There is a question here connect from java to Hive but mine is different
My hive running on machine1 and I need to pass some queries using Java server running at machine2. As I understand Hive has a JDBC interface for the purpose of receiving remote queries. I took the code from here - HiveServer2 Clients
I installed the dependencies written in the article:
hive-jdbc*.jar
hive-service*.jar
libfb303-0.9.0.jar
libthrift-0.9.0.jar
log4j-1.2.16.jar
slf4j-api-1.6.1.jar
slf4j-log4j12-1.6.1.jar
commons-logging-1.0.4.jar
However I got java.lang.NoClassDefFoundError error at compile time
Full Error:
Exception in thread "main" java.lang.NoClassDefFoundError: org/apache/hadoop/conf/Configuration
at org.apache.hive.jdbc.HiveConnection.createBinaryTransport(HiveConnection.java:393)
at org.apache.hive.jdbc.HiveConnection.openTransport(HiveConnection.java:187)
at org.apache.hive.jdbc.HiveConnection.<init>(HiveConnection.java:163)
at org.apache.hive.jdbc.HiveDriver.connect(HiveDriver.java:105)
at java.sql.DriverManager.getConnection(DriverManager.java:571)
at java.sql.DriverManager.getConnection(DriverManager.java:215)
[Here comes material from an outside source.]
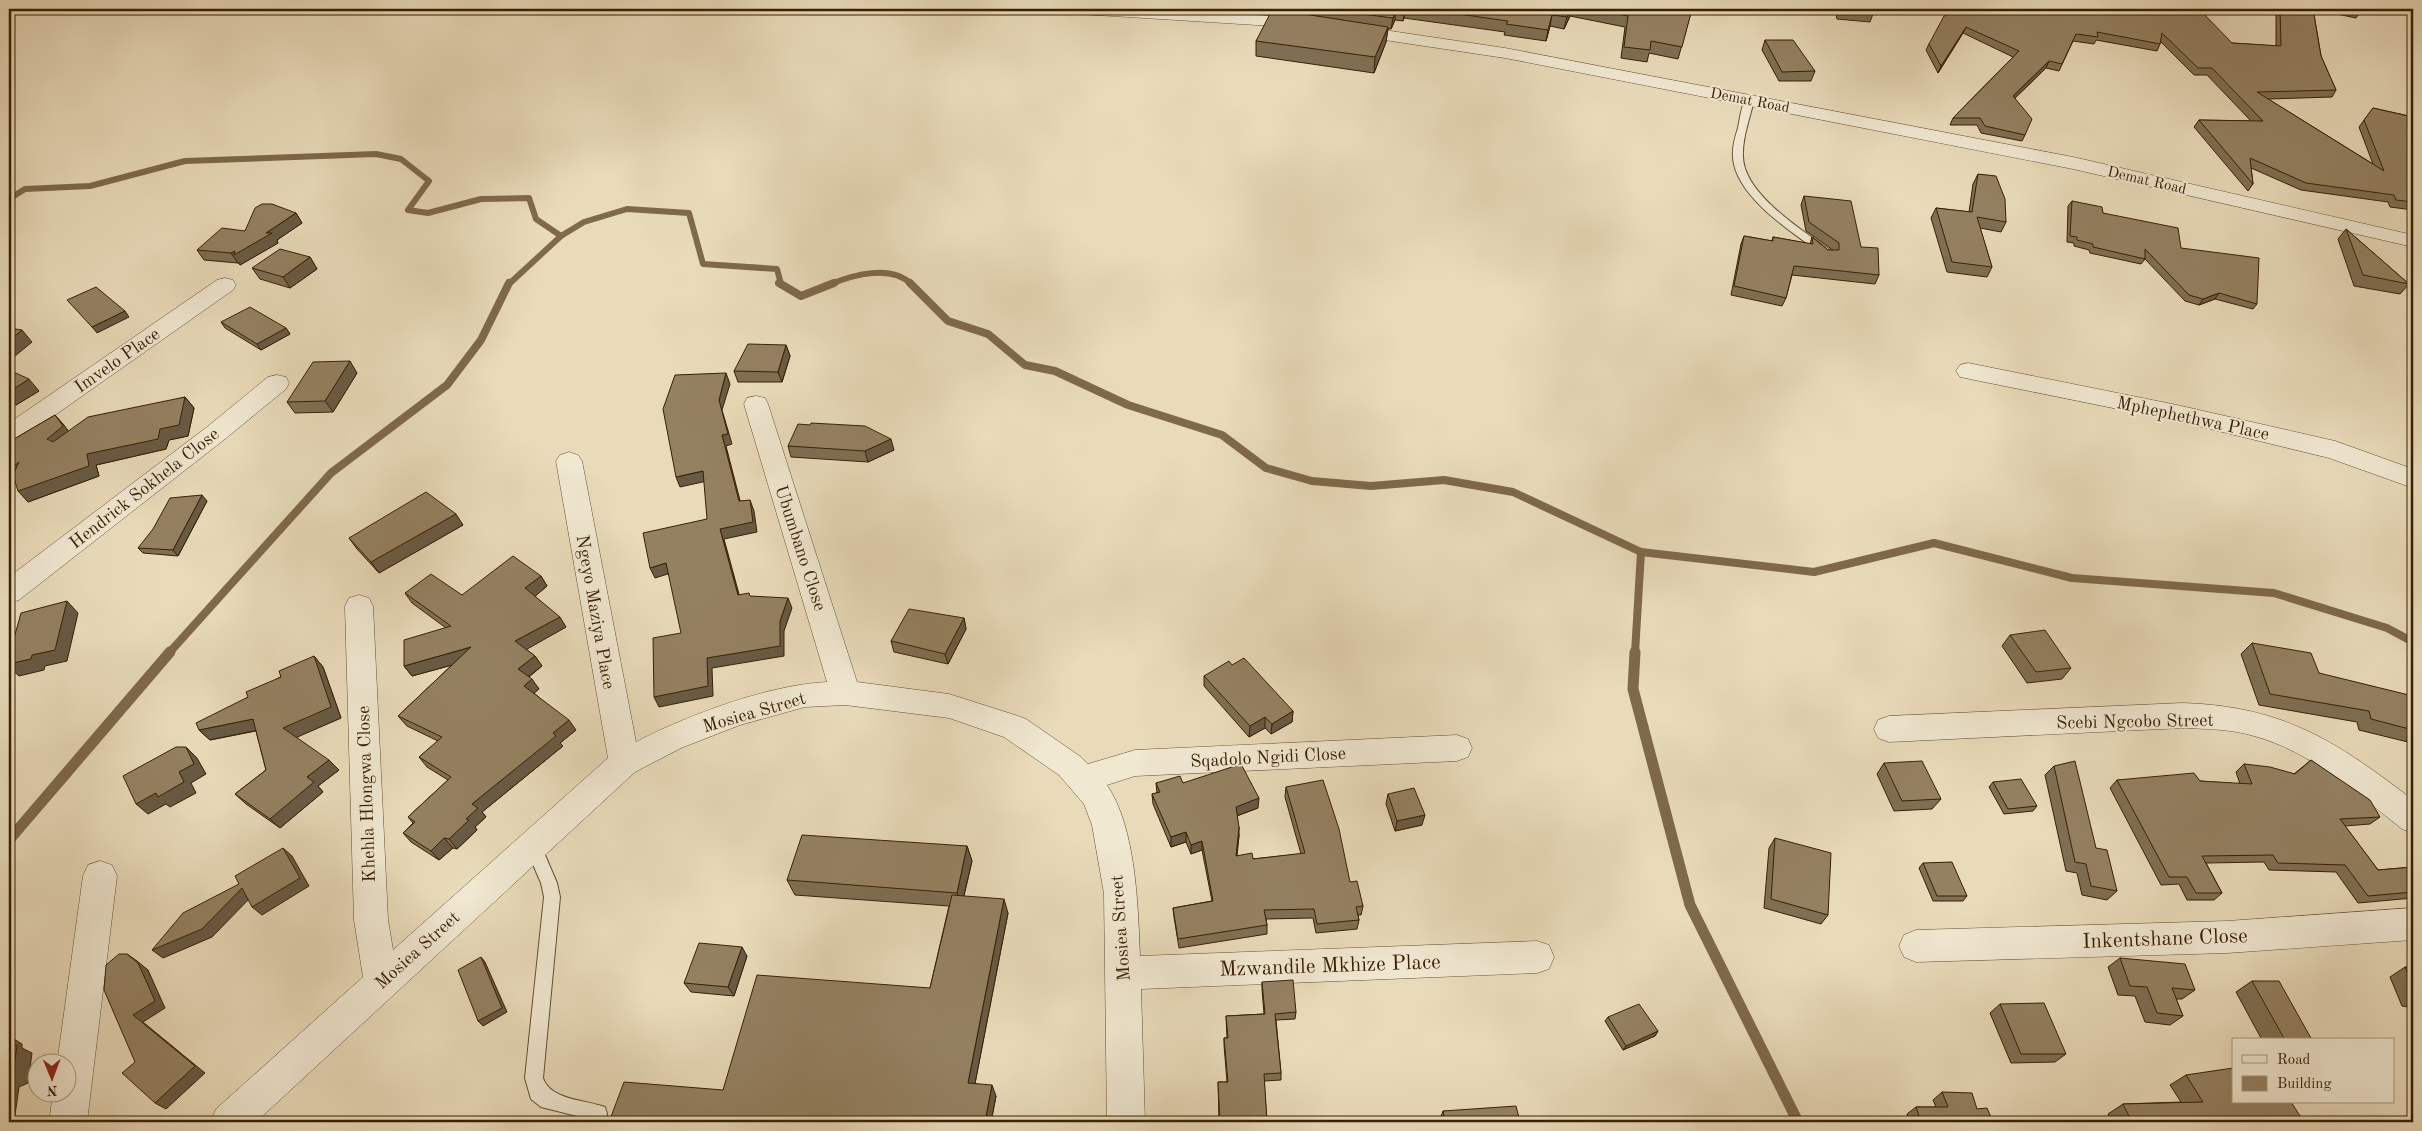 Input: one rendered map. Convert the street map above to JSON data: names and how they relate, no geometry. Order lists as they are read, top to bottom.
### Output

at com.bidstalk.tools.RawLogsQuerySystem.HiveJdbcClient.main(HiveJdbcClient.java:25)
Another question at StackOverflow recommended to add Hadoop API dependencies in Maven - Hive Error
I don't understand why do I need hadoop API for a client to connect with Hive. Shouldn't JDBC driver be agnostic of the underlying query system? I just need to pass some SQL query?
Edit:
I am using Cloudera(5.3.1), I think I need to add CDH dependencies. Cloudera instance is running hadoop 2.5.0 and HiveServer2
But the servers are at machine 1. On machine the code should at least compile and I should have issues at runtime only!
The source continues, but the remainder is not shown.